J. Cruz-Arreola, V. Menéndez, R. Peña-Castillo, M.E. Castellanos
This proposal explores the use of data mining techniques to address a critical social issue: violence against children in southeastern Mexico. The objective is to characterize this phenomenon through data analysis, with the aim of identifying risk factors and profiles associated with different types of child violence. The underlying assumption is that data-driven tools can support the design of more targeted prevention and intervention strategies, promoting informed decision-making that is essential for optimizing resources and ensuring child protection.
The main data source consists of the results from a risk-detection instrument applied to approximately 4,000 children in the Yucatán Peninsula. This dataset provides a solid foundation for a comprehensive and context-aware analysis.
The study is based on the premise that child violence is a complex phenomenon influenced by the interaction of individual, family, community, and socioeconomic factors. Therefore, the selected data mining techniques are those capable of modeling nonlinear relationships, identifying groups of individuals with similar risk profiles, and uncovering associations among multiple variables.

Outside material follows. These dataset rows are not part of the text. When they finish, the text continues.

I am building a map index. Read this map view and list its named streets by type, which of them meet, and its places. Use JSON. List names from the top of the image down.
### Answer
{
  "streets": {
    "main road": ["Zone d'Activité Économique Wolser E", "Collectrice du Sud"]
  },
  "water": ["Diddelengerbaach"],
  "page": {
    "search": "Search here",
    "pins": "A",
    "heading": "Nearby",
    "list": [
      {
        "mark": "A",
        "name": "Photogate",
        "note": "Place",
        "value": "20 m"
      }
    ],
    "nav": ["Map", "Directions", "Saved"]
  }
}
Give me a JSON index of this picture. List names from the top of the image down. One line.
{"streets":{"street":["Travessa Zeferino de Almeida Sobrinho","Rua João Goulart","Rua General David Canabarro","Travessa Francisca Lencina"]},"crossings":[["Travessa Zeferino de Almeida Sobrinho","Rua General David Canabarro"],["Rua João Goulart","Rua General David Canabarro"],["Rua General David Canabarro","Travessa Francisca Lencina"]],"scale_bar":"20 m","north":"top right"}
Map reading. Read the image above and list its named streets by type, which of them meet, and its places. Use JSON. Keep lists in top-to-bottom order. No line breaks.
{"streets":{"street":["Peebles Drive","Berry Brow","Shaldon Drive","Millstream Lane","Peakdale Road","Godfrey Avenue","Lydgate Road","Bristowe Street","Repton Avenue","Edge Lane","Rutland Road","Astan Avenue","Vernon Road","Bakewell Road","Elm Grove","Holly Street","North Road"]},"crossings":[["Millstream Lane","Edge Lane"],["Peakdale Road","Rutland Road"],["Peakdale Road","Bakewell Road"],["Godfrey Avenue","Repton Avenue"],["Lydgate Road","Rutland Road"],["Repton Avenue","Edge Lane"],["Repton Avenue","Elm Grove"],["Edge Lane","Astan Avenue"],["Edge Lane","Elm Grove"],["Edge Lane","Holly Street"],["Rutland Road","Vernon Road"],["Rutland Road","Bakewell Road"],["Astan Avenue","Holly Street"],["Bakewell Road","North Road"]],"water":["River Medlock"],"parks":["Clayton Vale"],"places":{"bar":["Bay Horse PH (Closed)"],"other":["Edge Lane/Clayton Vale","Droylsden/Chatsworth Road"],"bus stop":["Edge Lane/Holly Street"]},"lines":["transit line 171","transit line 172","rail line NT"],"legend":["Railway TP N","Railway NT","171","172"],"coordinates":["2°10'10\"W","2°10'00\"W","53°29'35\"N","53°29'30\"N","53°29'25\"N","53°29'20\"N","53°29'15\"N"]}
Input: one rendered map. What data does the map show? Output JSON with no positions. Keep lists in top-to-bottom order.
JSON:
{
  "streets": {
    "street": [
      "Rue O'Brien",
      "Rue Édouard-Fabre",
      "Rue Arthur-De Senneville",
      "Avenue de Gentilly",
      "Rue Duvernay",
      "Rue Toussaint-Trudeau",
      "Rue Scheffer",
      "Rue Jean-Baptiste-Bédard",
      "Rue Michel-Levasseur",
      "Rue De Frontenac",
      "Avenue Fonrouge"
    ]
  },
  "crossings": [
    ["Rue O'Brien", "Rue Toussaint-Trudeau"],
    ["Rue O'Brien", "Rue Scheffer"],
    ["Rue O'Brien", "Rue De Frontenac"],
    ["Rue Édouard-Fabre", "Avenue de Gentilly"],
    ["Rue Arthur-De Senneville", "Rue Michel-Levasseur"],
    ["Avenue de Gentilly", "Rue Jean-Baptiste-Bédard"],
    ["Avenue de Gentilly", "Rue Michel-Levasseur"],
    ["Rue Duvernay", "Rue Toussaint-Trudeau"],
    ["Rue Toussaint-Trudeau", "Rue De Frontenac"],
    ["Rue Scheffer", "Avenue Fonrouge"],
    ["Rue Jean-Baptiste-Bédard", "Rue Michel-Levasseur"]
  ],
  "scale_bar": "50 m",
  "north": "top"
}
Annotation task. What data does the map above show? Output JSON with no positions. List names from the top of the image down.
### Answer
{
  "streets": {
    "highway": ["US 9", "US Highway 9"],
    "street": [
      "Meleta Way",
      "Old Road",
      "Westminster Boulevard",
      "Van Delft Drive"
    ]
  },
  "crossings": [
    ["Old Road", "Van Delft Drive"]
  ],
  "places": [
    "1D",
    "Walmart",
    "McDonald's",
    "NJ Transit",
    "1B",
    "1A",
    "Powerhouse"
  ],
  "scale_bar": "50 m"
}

Three key techniques will be applied: the J48 classification algorithm, to categorize children into risk levels (low, medium, high); the K-means clustering algorithm, to group individuals based on shared characteristics related to risk factors; and the Apriori association rule algorithm, to detect frequent combinations of variables associated with reported cases of violence.
The expected outcomes of this research include the development of more focused prevention strategies and improved decision-making processes by child protection institutions. Moreover, this approach offers a replicable framework for addressing similar challenges in other regions and demonstrates the value of data-driven tools in strengthening systems of care and protection for children.
Keywords: Data mining, child protection, child violence, predictive analysis.